So wie die meisten Menschen in ihrer vertrauten Umgebung sterben wollten, könnten sie dort auch aufgebahrt werden, sagt Schruer. Doch was einst normal war, ist längst ausgelagert. Heute melden sich die meisten Familien nach dem Tod gleich beim Bestatter, dessen erste Aufgabe es ist, den Leichnam schnell zu holen. In großen Kühlhäusern oder Zellen in Aufbahrungshallen findet ein buchstäblich kühler Abschied statt.

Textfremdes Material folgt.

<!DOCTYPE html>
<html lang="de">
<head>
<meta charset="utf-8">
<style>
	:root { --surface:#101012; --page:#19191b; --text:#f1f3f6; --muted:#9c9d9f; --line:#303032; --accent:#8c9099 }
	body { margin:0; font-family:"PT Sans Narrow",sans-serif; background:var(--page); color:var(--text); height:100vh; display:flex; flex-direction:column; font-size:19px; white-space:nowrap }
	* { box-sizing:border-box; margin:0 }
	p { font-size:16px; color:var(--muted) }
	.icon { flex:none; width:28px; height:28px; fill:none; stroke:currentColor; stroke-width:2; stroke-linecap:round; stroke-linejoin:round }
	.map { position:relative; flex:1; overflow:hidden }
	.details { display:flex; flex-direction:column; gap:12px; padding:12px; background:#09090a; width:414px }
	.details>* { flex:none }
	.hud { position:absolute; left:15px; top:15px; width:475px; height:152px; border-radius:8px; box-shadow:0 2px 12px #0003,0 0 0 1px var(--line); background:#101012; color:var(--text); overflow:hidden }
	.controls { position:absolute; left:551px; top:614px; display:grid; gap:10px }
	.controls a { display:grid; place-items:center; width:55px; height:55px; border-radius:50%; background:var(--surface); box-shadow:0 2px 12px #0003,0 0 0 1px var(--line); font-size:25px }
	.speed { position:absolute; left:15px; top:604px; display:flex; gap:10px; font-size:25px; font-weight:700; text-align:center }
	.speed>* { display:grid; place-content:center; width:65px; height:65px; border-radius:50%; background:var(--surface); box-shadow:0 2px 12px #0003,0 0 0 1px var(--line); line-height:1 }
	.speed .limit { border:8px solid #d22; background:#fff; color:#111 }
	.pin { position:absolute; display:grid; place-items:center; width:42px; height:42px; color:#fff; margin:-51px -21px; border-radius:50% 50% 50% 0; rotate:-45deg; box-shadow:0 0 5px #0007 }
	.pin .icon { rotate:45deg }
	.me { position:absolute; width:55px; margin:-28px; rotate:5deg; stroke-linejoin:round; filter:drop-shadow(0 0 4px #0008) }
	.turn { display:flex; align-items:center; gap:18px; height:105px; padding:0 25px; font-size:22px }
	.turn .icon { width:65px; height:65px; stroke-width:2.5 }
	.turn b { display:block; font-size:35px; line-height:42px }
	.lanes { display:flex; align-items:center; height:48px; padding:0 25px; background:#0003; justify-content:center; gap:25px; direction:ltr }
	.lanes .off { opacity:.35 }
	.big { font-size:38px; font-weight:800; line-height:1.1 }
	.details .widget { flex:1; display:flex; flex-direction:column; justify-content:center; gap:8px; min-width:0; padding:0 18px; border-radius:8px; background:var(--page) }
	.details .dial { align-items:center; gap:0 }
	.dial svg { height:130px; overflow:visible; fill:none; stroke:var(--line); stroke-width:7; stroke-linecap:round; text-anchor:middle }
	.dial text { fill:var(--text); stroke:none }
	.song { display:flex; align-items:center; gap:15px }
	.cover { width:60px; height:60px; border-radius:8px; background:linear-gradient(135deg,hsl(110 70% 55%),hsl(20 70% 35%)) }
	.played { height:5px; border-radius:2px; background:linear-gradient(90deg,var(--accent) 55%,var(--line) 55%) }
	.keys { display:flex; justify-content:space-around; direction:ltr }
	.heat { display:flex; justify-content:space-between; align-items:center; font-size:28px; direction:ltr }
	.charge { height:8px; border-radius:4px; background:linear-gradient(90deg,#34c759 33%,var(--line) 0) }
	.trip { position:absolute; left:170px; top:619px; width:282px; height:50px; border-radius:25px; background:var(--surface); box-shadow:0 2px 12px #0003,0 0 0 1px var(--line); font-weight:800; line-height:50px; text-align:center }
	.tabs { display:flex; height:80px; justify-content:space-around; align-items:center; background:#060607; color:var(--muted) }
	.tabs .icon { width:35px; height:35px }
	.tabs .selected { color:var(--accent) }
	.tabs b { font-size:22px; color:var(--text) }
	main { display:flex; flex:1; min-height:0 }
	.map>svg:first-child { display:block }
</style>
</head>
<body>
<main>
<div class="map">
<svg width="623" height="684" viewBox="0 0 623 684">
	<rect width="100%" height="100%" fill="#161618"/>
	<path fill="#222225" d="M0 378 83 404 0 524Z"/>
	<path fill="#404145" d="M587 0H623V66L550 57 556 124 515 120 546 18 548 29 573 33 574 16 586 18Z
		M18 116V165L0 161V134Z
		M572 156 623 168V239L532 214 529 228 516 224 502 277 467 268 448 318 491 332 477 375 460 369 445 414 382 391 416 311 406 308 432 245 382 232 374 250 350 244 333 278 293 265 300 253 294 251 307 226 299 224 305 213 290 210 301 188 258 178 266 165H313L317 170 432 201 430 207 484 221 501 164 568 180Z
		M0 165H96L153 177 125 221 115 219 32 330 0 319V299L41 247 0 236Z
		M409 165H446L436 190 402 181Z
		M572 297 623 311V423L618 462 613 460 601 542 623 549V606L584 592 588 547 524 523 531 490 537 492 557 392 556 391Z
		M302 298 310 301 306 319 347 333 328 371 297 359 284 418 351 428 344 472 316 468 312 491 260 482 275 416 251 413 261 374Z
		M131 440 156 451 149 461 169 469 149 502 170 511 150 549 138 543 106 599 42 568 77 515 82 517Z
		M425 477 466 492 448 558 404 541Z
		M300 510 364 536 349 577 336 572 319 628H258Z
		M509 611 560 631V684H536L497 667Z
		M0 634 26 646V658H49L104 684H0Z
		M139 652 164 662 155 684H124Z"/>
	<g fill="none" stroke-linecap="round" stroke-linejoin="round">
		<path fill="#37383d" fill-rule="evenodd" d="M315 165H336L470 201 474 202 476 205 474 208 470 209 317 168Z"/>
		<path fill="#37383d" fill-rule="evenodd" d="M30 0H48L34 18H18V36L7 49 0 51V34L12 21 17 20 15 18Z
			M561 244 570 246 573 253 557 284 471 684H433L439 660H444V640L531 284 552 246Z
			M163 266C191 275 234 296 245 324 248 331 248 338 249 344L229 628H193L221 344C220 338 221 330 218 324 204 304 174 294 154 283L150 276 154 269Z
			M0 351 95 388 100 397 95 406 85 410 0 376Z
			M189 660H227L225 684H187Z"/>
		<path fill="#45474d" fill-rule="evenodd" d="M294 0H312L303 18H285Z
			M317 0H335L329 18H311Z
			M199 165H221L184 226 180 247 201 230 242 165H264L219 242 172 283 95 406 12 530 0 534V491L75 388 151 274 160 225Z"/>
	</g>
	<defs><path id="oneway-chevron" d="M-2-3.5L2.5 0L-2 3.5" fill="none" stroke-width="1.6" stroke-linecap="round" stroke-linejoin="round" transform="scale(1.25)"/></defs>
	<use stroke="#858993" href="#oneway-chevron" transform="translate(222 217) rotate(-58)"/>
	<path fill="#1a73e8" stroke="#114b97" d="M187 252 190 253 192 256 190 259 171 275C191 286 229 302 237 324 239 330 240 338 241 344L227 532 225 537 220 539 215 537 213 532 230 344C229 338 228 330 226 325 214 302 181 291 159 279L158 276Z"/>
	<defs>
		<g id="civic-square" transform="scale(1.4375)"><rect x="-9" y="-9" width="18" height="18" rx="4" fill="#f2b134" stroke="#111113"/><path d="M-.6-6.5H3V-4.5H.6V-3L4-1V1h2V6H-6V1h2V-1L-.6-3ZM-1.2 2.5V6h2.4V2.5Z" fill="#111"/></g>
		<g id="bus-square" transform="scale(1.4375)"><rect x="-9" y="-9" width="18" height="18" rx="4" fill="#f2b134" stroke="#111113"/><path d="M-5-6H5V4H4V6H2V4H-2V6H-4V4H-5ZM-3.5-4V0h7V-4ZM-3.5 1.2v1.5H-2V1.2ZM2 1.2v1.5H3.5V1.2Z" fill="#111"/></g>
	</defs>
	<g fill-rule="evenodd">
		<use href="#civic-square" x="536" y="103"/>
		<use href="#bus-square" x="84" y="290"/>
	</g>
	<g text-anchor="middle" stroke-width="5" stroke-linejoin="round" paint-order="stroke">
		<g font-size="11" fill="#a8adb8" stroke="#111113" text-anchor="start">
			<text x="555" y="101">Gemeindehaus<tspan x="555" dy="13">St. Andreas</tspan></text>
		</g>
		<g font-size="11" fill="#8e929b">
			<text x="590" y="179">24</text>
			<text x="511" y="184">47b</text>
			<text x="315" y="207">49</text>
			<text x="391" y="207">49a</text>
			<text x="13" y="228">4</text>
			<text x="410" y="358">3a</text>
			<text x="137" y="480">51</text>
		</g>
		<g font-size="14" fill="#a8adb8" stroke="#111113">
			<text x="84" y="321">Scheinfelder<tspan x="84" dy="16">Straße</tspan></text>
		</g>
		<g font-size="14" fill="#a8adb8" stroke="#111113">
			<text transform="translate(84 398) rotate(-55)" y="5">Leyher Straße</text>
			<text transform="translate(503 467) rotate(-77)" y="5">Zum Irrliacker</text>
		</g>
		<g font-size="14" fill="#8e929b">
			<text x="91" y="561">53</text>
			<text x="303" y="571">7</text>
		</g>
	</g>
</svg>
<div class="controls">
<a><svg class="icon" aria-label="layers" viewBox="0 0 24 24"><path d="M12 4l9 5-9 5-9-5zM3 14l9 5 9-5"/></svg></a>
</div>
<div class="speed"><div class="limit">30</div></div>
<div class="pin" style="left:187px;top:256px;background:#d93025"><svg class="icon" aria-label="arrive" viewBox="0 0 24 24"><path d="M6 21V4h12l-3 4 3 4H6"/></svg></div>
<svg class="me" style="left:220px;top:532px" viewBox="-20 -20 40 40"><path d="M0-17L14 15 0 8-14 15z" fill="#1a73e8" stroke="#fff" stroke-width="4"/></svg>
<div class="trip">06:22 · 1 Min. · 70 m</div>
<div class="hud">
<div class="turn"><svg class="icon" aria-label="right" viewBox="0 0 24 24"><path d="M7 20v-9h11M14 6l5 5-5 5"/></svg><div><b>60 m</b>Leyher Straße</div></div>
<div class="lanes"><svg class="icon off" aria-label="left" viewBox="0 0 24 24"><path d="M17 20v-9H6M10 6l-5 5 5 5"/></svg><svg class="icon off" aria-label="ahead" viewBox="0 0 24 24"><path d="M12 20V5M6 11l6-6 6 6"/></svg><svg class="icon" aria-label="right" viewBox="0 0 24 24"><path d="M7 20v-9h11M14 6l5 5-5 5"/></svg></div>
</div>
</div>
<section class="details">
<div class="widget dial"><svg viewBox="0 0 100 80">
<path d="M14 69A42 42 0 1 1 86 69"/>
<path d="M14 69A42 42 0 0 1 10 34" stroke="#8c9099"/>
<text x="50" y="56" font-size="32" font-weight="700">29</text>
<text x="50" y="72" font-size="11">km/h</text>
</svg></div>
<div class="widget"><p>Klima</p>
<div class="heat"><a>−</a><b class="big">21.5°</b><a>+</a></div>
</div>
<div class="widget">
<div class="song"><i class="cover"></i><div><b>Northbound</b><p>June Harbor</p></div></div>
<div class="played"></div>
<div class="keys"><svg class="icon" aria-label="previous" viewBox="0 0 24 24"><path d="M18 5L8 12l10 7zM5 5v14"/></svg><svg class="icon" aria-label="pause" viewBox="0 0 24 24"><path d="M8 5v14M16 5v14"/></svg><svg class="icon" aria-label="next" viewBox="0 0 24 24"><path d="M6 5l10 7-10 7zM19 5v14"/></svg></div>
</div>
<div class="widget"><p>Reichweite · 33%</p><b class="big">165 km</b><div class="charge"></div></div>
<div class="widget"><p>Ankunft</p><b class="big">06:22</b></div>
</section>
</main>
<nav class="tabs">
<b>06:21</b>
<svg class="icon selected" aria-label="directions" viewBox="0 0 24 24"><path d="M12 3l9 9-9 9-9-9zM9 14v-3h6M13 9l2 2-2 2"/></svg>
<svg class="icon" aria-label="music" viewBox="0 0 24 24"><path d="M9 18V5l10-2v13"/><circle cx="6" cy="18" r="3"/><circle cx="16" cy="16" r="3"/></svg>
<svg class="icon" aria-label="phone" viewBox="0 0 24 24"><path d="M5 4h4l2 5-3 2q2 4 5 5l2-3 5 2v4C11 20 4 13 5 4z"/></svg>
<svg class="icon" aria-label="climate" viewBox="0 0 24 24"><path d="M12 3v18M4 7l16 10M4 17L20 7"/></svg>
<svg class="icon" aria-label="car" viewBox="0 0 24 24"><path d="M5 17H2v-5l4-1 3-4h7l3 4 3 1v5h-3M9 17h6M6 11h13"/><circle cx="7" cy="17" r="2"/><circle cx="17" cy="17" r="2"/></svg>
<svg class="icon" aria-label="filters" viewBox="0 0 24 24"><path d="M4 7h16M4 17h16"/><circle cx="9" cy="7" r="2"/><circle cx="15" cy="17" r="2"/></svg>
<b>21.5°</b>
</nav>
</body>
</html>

Schruer hält diese Entwicklung für verhängnisvoll. „Damit vergeben wir eine große Chance“, sagt die gebürtige Niederländerin: „Wir versäumen die Chance auf einen würdigen Abschied, dem wir viel Zeit geben.“

Sie sieht in der Hausaufbahrung eine „Schatzkiste“ und meint das wörtlich. Denn das Loslassen gelinge auf diese Weise deutlich besser als an einem fremden, gemieteten Ort.

Hausaufbahrungen sind auch gesetzlich erlaubt – die Höchstdauer regeln Landesgesetze. Die Verwesung, die viele fürchten, setzt nach 24 bis 48 Stunden ein.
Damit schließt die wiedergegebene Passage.